-- Data provided --
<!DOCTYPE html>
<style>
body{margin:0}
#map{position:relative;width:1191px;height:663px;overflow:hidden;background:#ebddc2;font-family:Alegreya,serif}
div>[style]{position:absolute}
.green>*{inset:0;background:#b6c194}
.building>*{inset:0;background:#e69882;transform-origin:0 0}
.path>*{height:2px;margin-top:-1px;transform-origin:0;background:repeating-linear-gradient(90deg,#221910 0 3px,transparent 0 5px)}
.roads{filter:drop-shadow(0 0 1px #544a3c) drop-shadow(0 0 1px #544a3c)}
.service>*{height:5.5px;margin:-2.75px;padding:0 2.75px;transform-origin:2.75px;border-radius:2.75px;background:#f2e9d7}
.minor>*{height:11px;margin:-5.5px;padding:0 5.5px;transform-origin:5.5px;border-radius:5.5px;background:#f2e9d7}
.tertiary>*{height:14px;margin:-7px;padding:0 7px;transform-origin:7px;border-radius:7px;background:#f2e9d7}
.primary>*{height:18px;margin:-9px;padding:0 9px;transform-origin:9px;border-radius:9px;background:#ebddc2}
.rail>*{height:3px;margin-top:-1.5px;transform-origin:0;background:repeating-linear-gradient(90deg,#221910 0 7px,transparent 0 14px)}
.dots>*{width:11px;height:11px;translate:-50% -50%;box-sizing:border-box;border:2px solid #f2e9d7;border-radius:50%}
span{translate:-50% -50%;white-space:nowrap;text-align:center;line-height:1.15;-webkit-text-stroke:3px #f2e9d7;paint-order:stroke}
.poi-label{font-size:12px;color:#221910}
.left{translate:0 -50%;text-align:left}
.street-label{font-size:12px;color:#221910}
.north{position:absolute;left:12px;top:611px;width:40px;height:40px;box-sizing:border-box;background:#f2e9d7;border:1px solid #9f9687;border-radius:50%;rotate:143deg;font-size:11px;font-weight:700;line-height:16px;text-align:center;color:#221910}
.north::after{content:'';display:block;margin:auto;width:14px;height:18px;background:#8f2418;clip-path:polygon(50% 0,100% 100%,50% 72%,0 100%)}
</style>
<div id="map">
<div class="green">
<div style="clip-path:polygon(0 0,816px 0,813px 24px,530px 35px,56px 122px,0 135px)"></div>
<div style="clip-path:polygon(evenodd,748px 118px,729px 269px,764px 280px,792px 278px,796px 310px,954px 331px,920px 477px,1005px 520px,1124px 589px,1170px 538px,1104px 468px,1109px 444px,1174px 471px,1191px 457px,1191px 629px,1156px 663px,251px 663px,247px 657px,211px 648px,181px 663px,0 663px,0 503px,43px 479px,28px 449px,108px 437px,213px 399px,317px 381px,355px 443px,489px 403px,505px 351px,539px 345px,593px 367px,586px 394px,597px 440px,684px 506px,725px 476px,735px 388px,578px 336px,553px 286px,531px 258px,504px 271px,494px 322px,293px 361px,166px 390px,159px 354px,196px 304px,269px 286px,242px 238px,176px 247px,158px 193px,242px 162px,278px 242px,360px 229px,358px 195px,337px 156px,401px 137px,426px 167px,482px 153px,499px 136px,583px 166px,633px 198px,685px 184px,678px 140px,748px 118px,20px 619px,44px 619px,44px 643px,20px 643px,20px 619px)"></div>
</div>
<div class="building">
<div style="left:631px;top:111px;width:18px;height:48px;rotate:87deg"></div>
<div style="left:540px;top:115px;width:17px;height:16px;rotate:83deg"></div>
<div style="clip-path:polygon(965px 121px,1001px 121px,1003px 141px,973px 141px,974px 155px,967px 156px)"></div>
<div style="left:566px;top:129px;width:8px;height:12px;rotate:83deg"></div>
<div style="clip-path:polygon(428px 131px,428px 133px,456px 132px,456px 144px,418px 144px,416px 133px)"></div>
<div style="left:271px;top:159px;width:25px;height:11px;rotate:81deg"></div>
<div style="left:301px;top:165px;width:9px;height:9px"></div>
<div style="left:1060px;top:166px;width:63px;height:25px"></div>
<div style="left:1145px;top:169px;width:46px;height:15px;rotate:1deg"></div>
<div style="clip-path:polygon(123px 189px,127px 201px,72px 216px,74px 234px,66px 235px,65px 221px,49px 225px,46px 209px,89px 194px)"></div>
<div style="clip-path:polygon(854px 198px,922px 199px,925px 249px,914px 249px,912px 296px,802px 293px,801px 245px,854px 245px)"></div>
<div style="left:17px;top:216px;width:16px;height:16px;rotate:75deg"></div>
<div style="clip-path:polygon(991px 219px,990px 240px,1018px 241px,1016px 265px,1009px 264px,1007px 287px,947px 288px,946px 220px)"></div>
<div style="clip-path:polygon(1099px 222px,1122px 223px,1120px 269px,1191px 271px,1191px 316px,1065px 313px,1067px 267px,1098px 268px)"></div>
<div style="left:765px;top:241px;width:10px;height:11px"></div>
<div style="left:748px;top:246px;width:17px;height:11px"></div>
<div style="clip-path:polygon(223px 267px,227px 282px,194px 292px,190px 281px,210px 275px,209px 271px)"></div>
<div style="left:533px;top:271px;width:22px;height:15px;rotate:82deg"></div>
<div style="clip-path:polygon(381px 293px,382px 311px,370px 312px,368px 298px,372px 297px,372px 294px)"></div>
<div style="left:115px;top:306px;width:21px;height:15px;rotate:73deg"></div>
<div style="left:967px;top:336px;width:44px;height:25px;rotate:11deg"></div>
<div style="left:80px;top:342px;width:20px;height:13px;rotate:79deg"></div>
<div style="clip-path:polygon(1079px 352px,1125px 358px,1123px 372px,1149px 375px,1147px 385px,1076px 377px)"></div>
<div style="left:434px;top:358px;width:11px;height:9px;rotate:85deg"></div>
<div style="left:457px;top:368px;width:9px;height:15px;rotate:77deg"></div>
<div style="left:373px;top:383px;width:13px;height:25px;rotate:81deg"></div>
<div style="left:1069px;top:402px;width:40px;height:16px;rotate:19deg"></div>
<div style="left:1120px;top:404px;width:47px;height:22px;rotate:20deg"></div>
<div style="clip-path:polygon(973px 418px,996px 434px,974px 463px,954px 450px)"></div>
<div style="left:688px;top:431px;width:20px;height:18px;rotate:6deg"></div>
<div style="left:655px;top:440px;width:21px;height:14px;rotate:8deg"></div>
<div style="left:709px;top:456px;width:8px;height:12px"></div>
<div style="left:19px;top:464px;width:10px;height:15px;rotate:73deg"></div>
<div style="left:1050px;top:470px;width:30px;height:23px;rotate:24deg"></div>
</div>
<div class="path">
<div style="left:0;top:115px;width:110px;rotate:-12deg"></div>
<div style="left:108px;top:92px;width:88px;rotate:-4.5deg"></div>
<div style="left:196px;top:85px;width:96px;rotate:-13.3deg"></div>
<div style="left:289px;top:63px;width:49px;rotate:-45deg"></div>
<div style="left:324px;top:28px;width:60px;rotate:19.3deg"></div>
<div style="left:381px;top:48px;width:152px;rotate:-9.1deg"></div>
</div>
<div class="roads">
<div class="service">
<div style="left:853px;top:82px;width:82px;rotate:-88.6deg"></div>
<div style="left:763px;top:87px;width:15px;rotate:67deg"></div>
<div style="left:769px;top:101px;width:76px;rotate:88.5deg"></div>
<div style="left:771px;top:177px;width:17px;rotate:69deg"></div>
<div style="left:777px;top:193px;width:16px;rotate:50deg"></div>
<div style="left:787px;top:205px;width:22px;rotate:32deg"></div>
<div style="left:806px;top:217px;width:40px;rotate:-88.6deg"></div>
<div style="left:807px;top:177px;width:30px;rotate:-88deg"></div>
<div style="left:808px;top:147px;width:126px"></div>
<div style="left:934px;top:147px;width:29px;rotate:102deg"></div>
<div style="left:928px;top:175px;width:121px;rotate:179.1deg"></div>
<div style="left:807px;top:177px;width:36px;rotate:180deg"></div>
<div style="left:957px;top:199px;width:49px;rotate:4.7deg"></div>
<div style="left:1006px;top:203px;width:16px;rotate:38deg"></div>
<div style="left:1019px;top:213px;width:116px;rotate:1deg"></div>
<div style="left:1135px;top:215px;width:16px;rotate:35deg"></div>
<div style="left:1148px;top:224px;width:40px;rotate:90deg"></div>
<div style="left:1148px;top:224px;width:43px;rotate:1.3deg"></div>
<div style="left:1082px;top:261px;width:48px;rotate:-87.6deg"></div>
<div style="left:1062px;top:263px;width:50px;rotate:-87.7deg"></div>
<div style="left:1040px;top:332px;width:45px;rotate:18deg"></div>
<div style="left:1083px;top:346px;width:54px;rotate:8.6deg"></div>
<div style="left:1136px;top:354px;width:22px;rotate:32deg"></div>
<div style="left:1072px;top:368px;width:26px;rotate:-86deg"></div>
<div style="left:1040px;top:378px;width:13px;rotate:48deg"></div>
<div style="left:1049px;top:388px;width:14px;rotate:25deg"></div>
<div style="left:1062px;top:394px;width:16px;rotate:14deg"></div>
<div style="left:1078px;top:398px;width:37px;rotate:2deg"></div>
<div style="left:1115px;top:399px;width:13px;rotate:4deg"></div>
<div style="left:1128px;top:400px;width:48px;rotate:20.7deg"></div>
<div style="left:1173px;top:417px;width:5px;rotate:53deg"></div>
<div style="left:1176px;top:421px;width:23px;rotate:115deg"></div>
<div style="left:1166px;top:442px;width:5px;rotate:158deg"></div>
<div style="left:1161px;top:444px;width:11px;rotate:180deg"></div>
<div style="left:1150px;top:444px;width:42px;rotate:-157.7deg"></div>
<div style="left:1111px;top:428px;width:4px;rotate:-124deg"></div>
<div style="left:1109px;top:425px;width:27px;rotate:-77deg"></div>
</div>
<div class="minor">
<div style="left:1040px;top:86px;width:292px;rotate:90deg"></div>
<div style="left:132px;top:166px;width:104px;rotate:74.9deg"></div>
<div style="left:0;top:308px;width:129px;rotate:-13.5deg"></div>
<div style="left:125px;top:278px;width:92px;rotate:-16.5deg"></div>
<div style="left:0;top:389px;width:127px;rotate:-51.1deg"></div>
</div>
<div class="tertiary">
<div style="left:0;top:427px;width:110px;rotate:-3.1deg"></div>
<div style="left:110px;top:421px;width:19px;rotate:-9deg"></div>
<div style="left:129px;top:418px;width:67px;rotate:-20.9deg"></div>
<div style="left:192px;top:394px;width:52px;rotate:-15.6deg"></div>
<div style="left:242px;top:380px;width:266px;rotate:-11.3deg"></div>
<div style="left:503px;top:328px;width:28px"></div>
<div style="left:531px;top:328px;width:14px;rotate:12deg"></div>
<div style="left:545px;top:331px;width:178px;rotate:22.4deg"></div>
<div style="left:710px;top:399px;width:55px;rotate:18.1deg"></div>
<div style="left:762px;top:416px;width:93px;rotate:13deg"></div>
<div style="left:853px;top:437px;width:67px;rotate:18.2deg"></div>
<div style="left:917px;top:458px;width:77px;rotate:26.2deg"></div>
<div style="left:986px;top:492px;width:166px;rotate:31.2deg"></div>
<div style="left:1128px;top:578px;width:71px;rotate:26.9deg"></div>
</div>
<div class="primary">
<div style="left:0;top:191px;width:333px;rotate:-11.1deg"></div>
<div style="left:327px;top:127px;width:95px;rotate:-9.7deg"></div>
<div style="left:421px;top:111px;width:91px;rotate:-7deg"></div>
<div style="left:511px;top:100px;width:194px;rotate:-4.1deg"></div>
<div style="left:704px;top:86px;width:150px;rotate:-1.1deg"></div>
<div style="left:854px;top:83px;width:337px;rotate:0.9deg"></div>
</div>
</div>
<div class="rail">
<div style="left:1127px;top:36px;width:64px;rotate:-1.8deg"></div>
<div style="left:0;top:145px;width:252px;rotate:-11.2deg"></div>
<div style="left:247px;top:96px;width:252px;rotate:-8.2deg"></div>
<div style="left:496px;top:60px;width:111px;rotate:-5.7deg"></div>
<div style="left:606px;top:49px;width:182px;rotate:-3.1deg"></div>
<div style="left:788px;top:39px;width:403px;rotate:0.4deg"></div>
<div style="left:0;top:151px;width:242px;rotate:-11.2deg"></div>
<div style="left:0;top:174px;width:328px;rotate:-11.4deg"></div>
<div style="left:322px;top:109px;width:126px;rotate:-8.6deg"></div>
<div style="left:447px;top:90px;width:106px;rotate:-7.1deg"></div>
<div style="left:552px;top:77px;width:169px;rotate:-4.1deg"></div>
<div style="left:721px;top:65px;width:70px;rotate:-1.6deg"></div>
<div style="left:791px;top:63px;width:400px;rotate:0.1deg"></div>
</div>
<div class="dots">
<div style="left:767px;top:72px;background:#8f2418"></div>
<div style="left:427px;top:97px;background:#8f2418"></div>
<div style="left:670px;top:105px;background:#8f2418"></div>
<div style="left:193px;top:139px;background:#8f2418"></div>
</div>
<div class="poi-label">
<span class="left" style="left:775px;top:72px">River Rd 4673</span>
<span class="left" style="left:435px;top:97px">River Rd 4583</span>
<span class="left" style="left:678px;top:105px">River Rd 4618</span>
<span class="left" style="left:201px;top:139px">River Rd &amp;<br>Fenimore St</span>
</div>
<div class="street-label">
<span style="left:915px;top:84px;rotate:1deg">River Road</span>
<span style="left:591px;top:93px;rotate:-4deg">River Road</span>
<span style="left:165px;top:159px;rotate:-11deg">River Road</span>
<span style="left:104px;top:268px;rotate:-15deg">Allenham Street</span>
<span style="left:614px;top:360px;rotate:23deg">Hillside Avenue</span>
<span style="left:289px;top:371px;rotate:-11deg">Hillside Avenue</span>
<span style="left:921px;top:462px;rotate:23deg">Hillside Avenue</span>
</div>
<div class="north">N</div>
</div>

-- What to do --
Using the records above, copy every line that has the word "service" in it.

-- Response to the exercise --
.service>*{height:5.5px;margin:-2.75px;padding:0 2.75px;transform-origin:2.75px;border-radius:2.75px;background:#f2e9d7}
<div class="service">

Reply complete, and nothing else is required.